For several years, I’ve kept a duplicate copy of my important files on a secondary hard drive. I’d been using a crude “purge-re-copy” script to do this, and it was, obviously, extremely slow for anything but a small number of files. So, I kept my backups small. I wasn’t really happy with this, since I would have preferred to keep a synchronized copy of all of my files.
I dabbled with writing a utility to do the copying, something that would only copy the changed files, but the complexity kept stopping me. Then I discovered that such a utility already exists.
Rsync is a command-line utility that synchronizes sets of directories and files between file systems. It was written primarily for remote file copying, but it works really well for local file copies too.
Here’s an example, showing how I use it for backups:
rsync -lrt --delete /home/jimc/Documents /media/HD2/fullsync |
When you issue this command, you end up with a synchronized copy of the Documents folder on HD2 (HD2 is the target, /home/jimc/Document is the source/working copy). The target path ends up being /media/HD2/fullsync/Documents.

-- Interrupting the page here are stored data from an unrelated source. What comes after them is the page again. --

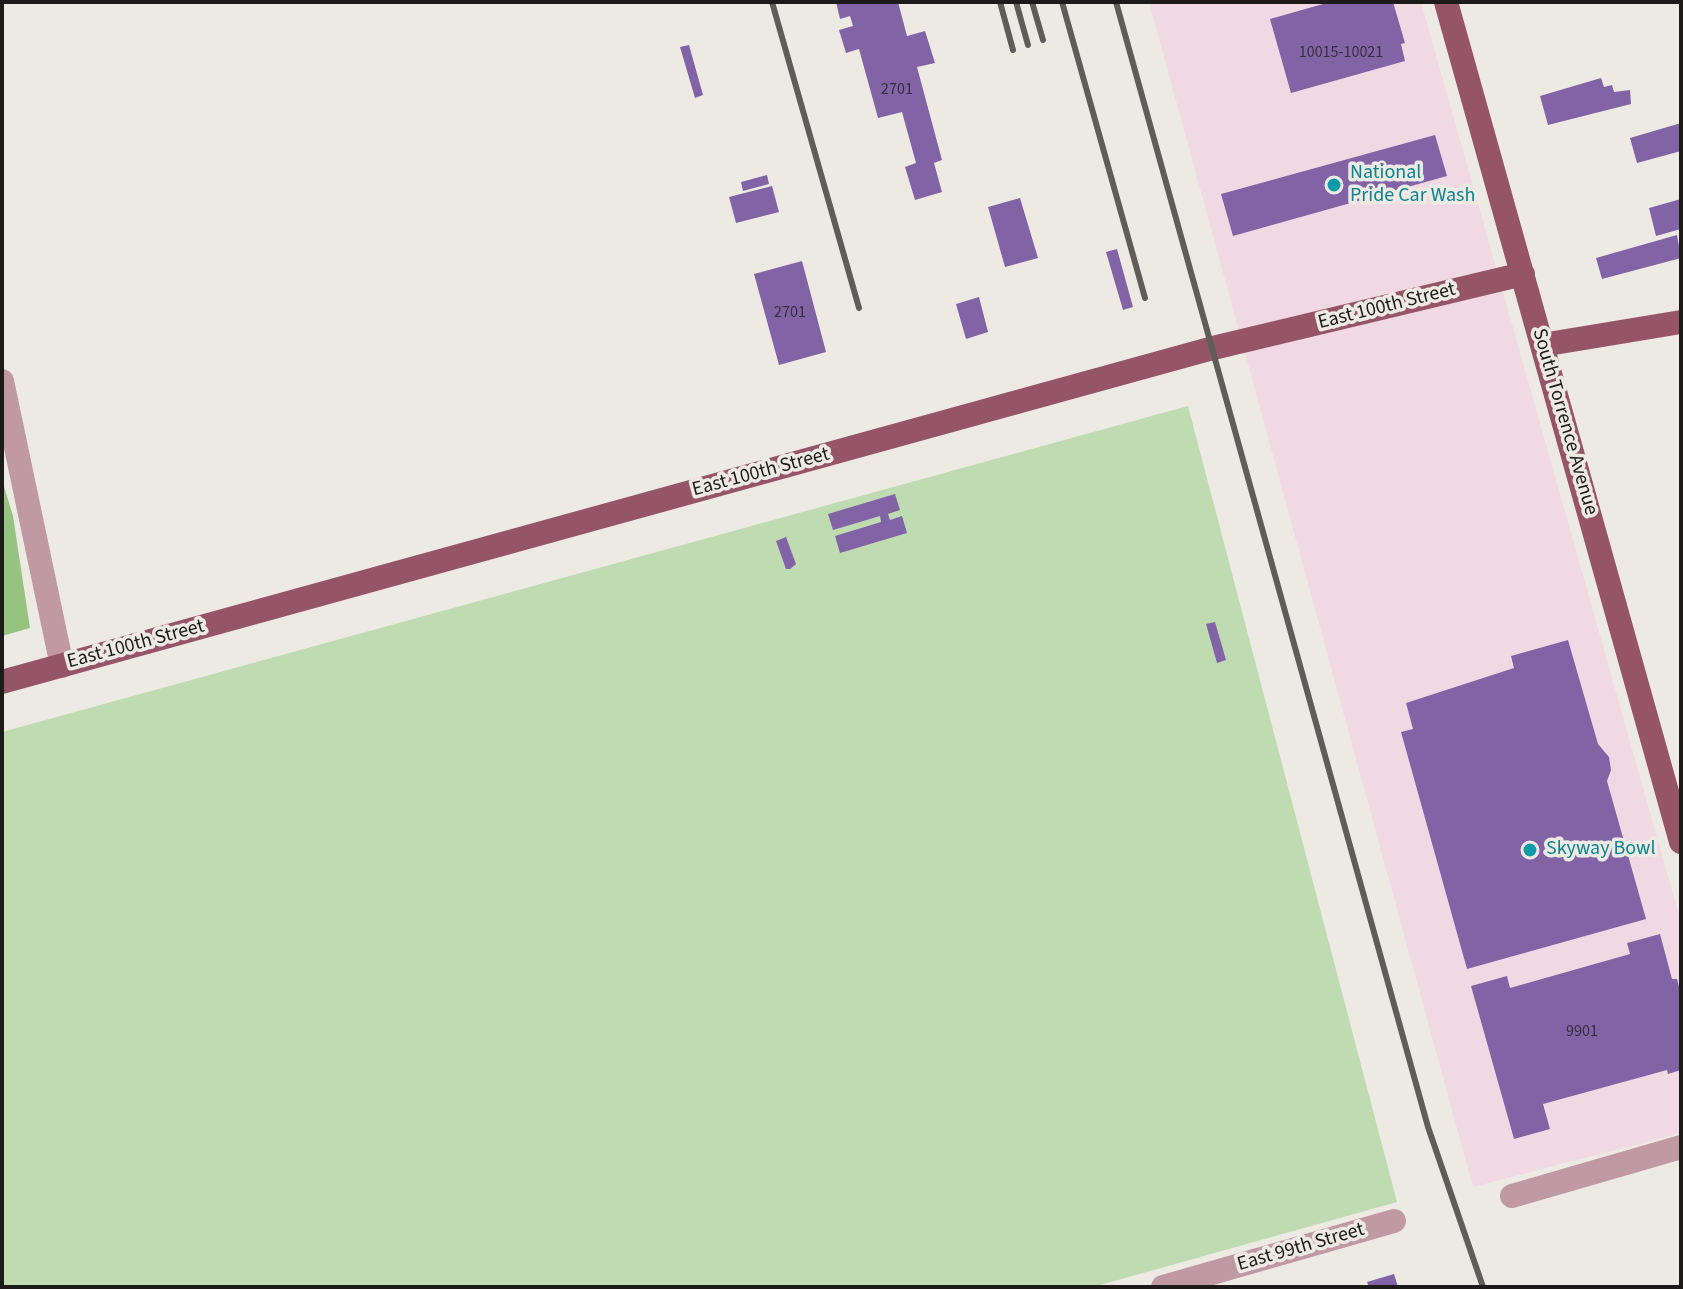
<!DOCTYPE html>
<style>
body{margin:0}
#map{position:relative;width:1683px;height:1289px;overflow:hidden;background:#edeae4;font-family:"Source Sans 3",sans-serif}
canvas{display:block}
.frame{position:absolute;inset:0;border:4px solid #1c1b19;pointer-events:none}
</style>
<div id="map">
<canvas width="1683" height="1289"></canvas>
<div class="frame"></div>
</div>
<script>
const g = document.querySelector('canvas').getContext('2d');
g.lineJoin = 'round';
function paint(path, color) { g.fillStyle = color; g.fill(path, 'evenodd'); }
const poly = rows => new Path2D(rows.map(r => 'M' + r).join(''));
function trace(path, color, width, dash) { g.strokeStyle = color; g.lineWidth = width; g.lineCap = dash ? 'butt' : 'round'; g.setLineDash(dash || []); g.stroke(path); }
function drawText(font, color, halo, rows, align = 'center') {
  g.font = font + ' "Source Sans 3",sans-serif'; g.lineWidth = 7; g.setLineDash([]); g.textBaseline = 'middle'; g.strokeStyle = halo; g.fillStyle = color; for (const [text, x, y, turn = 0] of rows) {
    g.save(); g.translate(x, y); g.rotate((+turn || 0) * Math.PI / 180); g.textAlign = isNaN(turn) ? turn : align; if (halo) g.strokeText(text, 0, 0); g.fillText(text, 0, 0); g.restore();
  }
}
const industrial = poly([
 [1149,2,1421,2,1681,922,1681,1133,1473,1187]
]);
const green = poly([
 [1188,406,1397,1202,1093,1287,2,1287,2,732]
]);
const forest = poly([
 [2,480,13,516,30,628,2,636]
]);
const building = poly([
 [836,2,898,2,907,36,925,31,935,63,917,67,942,160,934,163,942,192,915,200,905,167,916,163,902,112,878,118,859,49,846,53,839,30,853,26,850,16,840,19],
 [1330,2,1393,2,1405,43,1401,44,1405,61,1291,93,1270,19],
 [689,45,703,95,695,98,680,47],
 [1601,78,1604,87,1612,85,1614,92,1630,90,1631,104,1548,125,1540,96],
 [1681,123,1681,151,1637,163,1630,138],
 [1435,135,1447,176,1233,236,1221,194],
 [767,175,769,184,743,191,741,182],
 [772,186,779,212,736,223,729,197],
 [1020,198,1038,258,1005,267,988,207],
 [1681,199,1681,229,1656,236,1649,208],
 [1677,235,1681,258,1602,279,1596,258],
 [1117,249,1133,307,1123,310,1106,252],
 [802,261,826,352,779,365,754,274],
 [979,297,988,332,966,339,956,304],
 [895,494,900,510,888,514,890,520,902,516,907,533,840,553,835,536,881,522,880,516,833,530,828,514],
 [786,537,796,564,790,569,786,569,776,541],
 [1215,622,1226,660,1217,663,1206,624],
 [1568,640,1598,744,1609,757,1611,770,1607,781,1646,919,1467,969,1401,732,1413,729,1406,703,1514,668,1511,656],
 [1660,934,1672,979,1677,979,1681,994,1681,1070,1668,1074,1667,1070,1543,1104,1550,1129,1514,1139,1471,986,1507,976,1510,988,1630,954,1627,943],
 [1394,1274,1398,1287,1369,1287,1367,1282]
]);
const minor = poly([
 [2,381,62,666],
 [1512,1196,1681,1147],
 [1163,1287,1394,1221]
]);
const major = poly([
 [1446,2,1681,842],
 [1542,345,1681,322],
 [2,682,1213,348,1523,274]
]);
const rail = poly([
 [772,2,859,308],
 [1000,2,1013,50],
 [1016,2,1028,45],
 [1032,2,1043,40],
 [1062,2,1145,298],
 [1116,2,1428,1127,1483,1287]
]);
const markers = [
 [1334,185,8,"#0f9aa8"],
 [1530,850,8,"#0f9aa8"]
];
const numberNames = [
 ["10015-10021",1341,53],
 ["2701",897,90],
 ["2701",790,313],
 ["9901",1582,1032]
];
const cultureNames = [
 ["National",1350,174],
 ["Pride Car Wash",1350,197],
 ["Skyway Bowl",1546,850]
];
const streetNames = [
 ["East 100th Street",1387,307,-14],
 ["South Torrence Avenue",1564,422,74],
 ["East 100th Street",761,473,-15],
 ["East 100th Street",136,645,-15],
 ["East 99th Street",1301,1248,-16]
];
paint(industrial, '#f1d9e4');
paint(green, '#bfdbb2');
paint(forest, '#96c480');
paint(building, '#8264a6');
trace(minor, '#c099a2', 24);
trace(major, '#965566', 24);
trace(rail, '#5f5d5a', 6);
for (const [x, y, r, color] of markers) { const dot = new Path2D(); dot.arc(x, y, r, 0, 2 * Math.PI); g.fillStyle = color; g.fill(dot); trace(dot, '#edeae4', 3); }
drawText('16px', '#362d3c', null, numberNames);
drawText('20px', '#0d838f', '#edeae4', cultureNames, 'left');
drawText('20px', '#1c1b19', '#edeae4', streetNames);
</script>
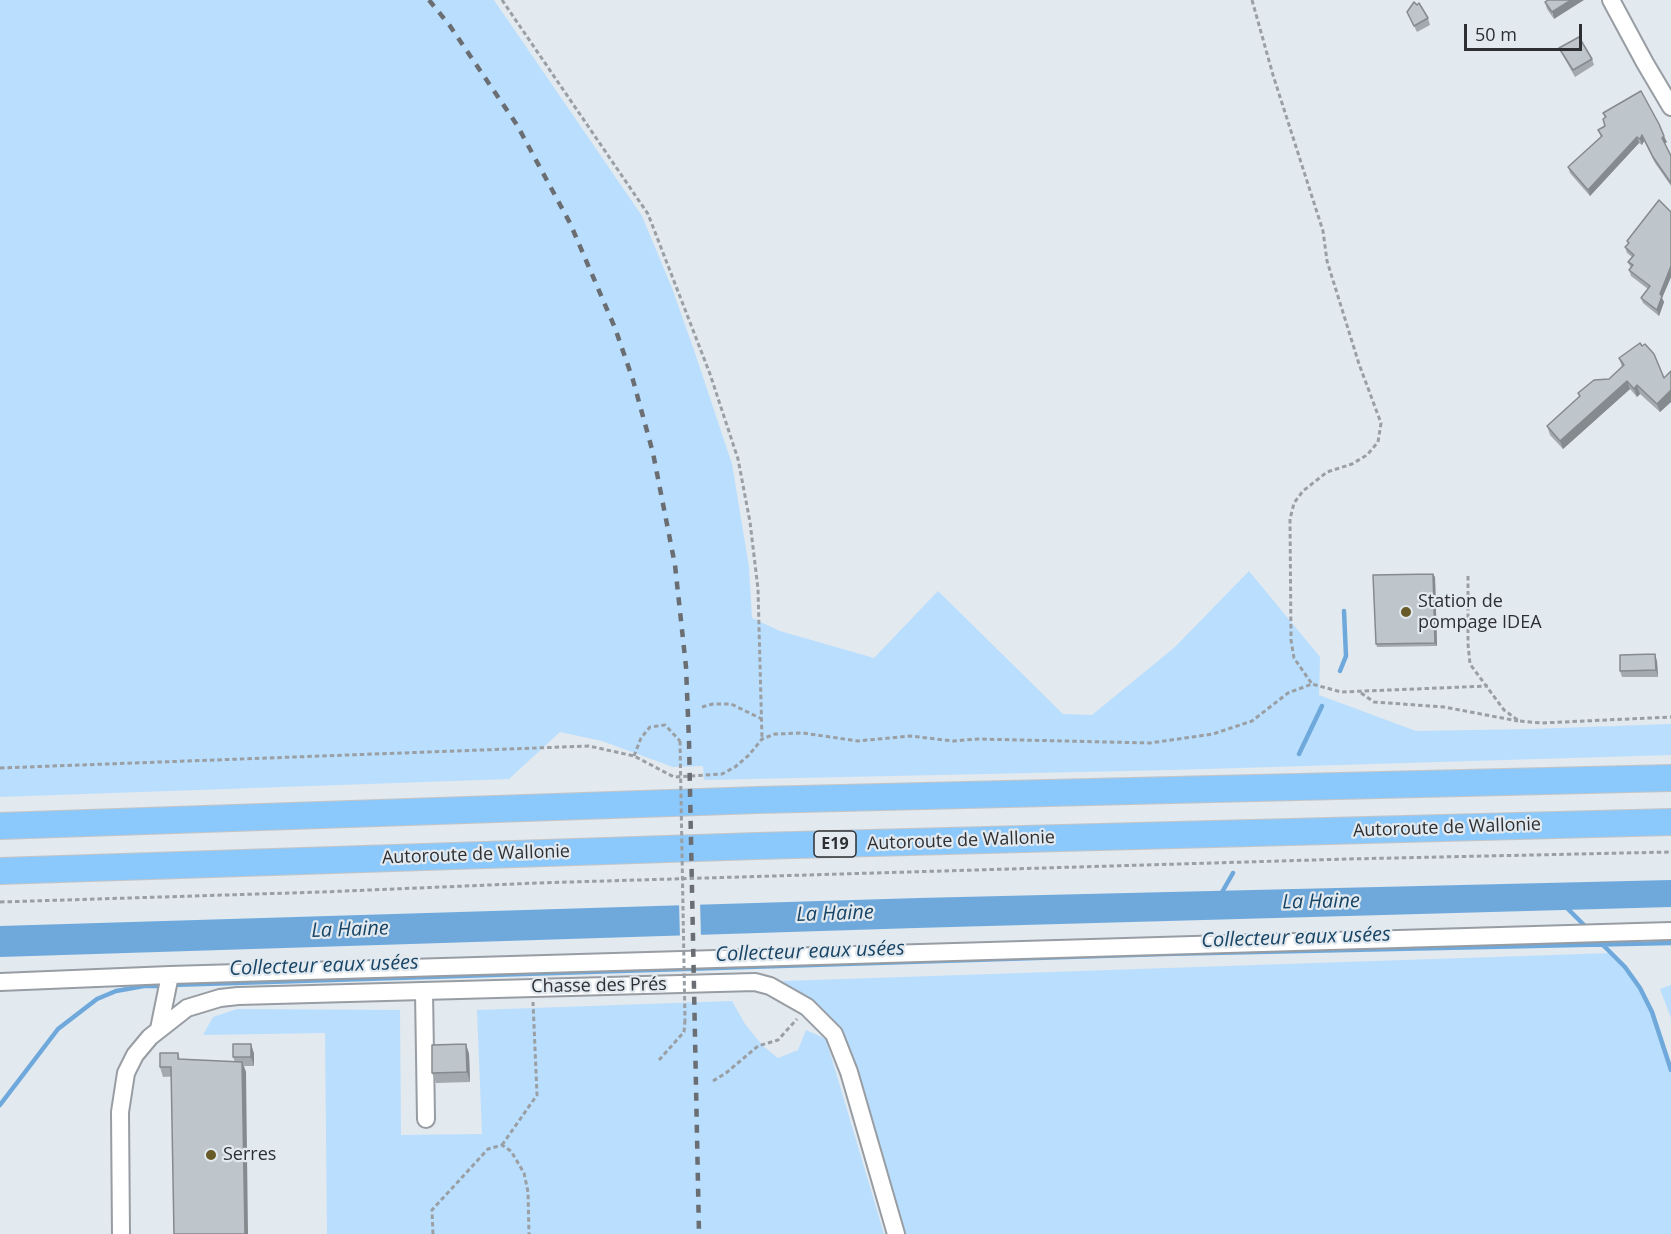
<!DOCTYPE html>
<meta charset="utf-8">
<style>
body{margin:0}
#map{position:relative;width:1671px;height:1234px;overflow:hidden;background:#e2e9ef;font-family:"Open Sans",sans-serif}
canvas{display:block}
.scale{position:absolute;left:1464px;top:24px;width:118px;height:27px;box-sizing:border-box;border:3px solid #2d2f32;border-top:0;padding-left:8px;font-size:18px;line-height:21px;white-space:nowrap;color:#2d2f32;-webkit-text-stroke:4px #e2e9ef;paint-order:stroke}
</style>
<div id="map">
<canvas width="1671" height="1234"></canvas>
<div class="scale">50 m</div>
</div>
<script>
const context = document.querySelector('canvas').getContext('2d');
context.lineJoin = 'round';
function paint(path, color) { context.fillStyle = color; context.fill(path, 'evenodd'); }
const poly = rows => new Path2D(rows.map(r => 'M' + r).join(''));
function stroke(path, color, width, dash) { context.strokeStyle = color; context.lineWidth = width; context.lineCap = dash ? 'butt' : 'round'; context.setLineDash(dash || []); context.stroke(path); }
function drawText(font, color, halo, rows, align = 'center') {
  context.font = font + ' "Open Sans",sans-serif'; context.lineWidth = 4.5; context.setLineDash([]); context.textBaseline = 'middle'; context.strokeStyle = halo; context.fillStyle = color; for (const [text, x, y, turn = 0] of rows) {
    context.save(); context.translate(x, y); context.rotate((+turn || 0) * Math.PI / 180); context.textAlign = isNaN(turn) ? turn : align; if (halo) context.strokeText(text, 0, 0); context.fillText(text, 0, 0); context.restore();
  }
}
paint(poly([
 [0,0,494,0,642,216,672,288,696,356,732,464,749,567,752,618,780,631,874,658,938,591,1063,714,1092,715,1175,647,1249,571,1320,657,1319,695,1416,731,1532,729,1671,724,1671,755,1172,770,704,780,703,766,673,767,602,741,560,732,509,779,0,797],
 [1611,953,1625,967,1640,988,1652,1012,1671,1070,1671,1234,896,1234,834,1034,755,982],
 [1671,985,1671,1018,1660,989],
 [732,1001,745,1024,763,1046,778,1058,798,1050,806,1030,826,1039,884,1234,327,1234,325,1033,203,1035,213,1017,237,1009,400,1010,401,1135,482,1134,477,1010]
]), '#badefd');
paint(poly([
 [1671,880,1671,907,916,928,0,957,0,926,919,898]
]), '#6fa9db');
paint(poly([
 [700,901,701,937,680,938,679,902]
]), '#e2e9ef');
stroke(poly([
 [1340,671,1346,656,1344,611],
 [1299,754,1322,706],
 [1221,894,1233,873],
 [1565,906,1587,928],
 [1603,945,1625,967,1640,988,1652,1012,1671,1070],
 [171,985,1164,954,1671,943],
 [0,1105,58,1029,97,999,116,991,144,986,163,986]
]), '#6fa9db', 4.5);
const minor = poly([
 [1611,0,1645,63,1671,107],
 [0,982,170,975,1671,931],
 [424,991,426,1119],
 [159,1029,170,975],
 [121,1234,120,1112,126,1073,135,1055,150,1037,187,1008,220,998,238,996,755,982,770,986,807,1007,834,1034,849,1072,896,1234]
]);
const highway = poly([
 [0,826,758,800,1671,778],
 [0,871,757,846,1671,822]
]);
stroke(minor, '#979da3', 20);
stroke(highway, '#c4c5c6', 28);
stroke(poly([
 [502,0,648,214,710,374,738,459,750,522,758,589,762,739],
 [1252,0,1273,75,1323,231,1327,261,1359,364,1381,423,1378,442,1367,455,1352,464,1327,472,1303,491,1294,503,1290,519,1291,640,1294,658,1312,684],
 [1468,576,1468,644,1470,664,1504,710,1519,721,1541,723,1671,717],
 [1361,693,1374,702,1444,707,1518,721],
 [702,707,713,704,731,704,762,719],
 [634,756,641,738,650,727,665,725,680,741],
 [0,768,589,746,634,756,674,777,722,774,735,767,749,755,762,739,775,734,803,733,858,741,910,736,953,741,978,739,1150,743,1213,734,1252,721,1288,693,1312,684,1341,692,1488,686],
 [0,902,322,892,537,883,1347,859,1671,852],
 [659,1060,684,1032,685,1020],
 [713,1081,726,1073,758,1046,778,1040,797,1019],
 [502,1145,537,1095,533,1002],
 [433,1234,432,1210,488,1149,502,1145,511,1151,524,1173,528,1192,529,1234]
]), '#9a9fa4', 3, [4.5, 3]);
stroke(minor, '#fff', 16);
stroke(highway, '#8bc8fb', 26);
stroke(poly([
 [429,0,450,26,517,125,570,223,615,328,633,380,653,453,675,565,686,667,689,741,699,1234]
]), '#6a6e72', 4.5, [8, 8]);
stroke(poly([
 [680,741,685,1020]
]), '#9a9fa4', 3, [4.5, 3]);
paint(poly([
 [1548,0,1554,19,1547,9,1545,2],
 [1407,12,1428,18,1430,25,1417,32],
 [1559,48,1592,59,1594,65,1575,77,1562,54],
 [1603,113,1667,142,1664,144,1671,156,1671,186,1655,163,1644,141,1642,145,1639,143,1590,196,1570,173,1568,167,1601,137,1598,130,1605,126,1605,118],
 [1671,212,1671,277,1662,298,1664,302,1659,316,1643,303,1641,298,1648,289,1631,276,1629,270,1631,268,1628,262,1632,257,1627,253,1625,247,1628,244,1627,241],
 [1619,358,1664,378,1671,371,1671,402,1660,412,1640,394,1637,397,1630,389,1563,449,1550,435,1547,426,1580,397,1578,393,1609,379,1622,367],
 [1435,577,1437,646,1377,647,1376,644],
 [1657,661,1658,677,1622,677,1620,671],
 [251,1044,254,1054,254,1066,244,1066,246,1072,163,1077,160,1067,178,1053,180,1059,235,1062,233,1057],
 [466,1044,469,1054,470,1082,436,1083,432,1073]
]), '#a3a9af');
paint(poly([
 [1571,0,1584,0,1554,19,1552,12],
 [1642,135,1644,141,1642,145,1640,139],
 [1664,136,1667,142,1664,144,1662,138],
 [1637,137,1639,143,1590,196,1588,190],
 [1671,266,1671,277,1662,298,1664,302,1659,316,1657,310,1660,294],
 [1627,381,1630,389,1563,449,1560,441],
 [1637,385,1640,394,1637,397,1634,389],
 [1671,390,1671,402,1660,412,1657,404],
 [1433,574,1435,577,1437,646,1435,643],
 [1655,654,1657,661,1658,677,1656,670],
 [251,1044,254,1054,254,1066,251,1057],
 [466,1044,469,1054,470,1082,467,1072],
 [242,1062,246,1072,248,1234,245,1234]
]), '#858a8e');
const building = poly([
 [1548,0,1571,0,1552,12,1545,2,1548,0],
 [1414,2,1417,5,1419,3,1428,18,1414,26,1407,12,1414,2],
 [1579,37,1592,59,1573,70,1559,48,1579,37],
 [1641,91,1659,124,1664,136,1662,138,1671,156,1671,183,1653,157,1642,135,1640,139,1637,137,1588,190,1568,167,1602,136,1598,130,1605,126,1603,119,1606,117,1603,113,1641,91],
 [1659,200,1671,212,1671,266,1660,294,1662,296,1657,310,1641,298,1650,286,1629,270,1633,265,1628,262,1634,255,1625,247,1629,243,1627,241,1659,200],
 [1640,343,1642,346,1645,344,1654,354,1664,378,1671,371,1671,390,1657,404,1637,385,1634,389,1627,381,1560,441,1547,426,1580,396,1578,393,1594,380,1609,379,1624,365,1619,358,1640,343],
 [1433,574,1435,643,1376,644,1373,575,1433,574],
 [1655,654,1656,670,1620,671,1620,655,1655,654],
 [233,1044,251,1044,251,1057,233,1057,233,1044],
 [466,1044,467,1072,432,1073,432,1045,466,1044],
 [160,1053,178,1053,178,1059,242,1062,245,1234,174,1234,171,1067,160,1067,160,1053]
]);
paint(building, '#bec5cb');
stroke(building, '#858a8e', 1.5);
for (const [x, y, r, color] of [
 [1406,612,6,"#685b28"],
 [211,1155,6,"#685b28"]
]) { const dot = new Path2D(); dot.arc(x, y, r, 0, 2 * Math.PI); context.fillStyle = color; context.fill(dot); stroke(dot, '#e2e9ef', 2); }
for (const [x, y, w] of [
 [835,844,42]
]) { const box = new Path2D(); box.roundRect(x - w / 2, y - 13, w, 26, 4.5); context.fillStyle = '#e2e9ef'; context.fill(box); stroke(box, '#2d2f32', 1.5); }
drawText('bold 16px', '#2d2f32', null, [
 ["E19",835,844]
]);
drawText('18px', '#2d2f32', '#e2e9ef', [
 ["Station de",1418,602],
 ["pompage IDEA",1418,623],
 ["Serres",223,1155]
], 'left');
drawText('18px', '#2d2f32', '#e2e9ef', [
 ["Autoroute de Wallonie",1447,828,-2],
 ["Autoroute de Wallonie",961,841,-2],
 ["Autoroute de Wallonie",476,855,-2],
 ["Chasse des Prés",599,986,-1]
]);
drawText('italic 20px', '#184465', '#e2e9ef', [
 ["La Haine",1321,902,-1],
 ["La Haine",835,914,-2],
 ["La Haine",350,930,-2],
 ["Collecteur eaux usées",1296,938,-2],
 ["Collecteur eaux usées",810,952,-2],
 ["Collecteur eaux usées",324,966,-2]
]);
</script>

The command line arguments are as follows:
- -l copy symlinks as symlinks
- -r recurse into directories
- -t preserve modification times
- –delete delete extraneous files from destination directories (this ensures that when you delete a file in your source directory, it doesn’t hang around in your target directory)
There are plenty of additional command line arguments, but these are just the ones I use for my needs.
I’ve also created a Python script to simplify the backup process. You can download a copy here. (Look for “FullSync”.)
I use rsync in Linux, but there are various implementations available for Windows. You can find a list in the rsync Wikipedia entry here. If you want to use rsync in Windows, I’d personally recommend installing Cygwin. It will give you rsync, and also a lot of other really useful utilities.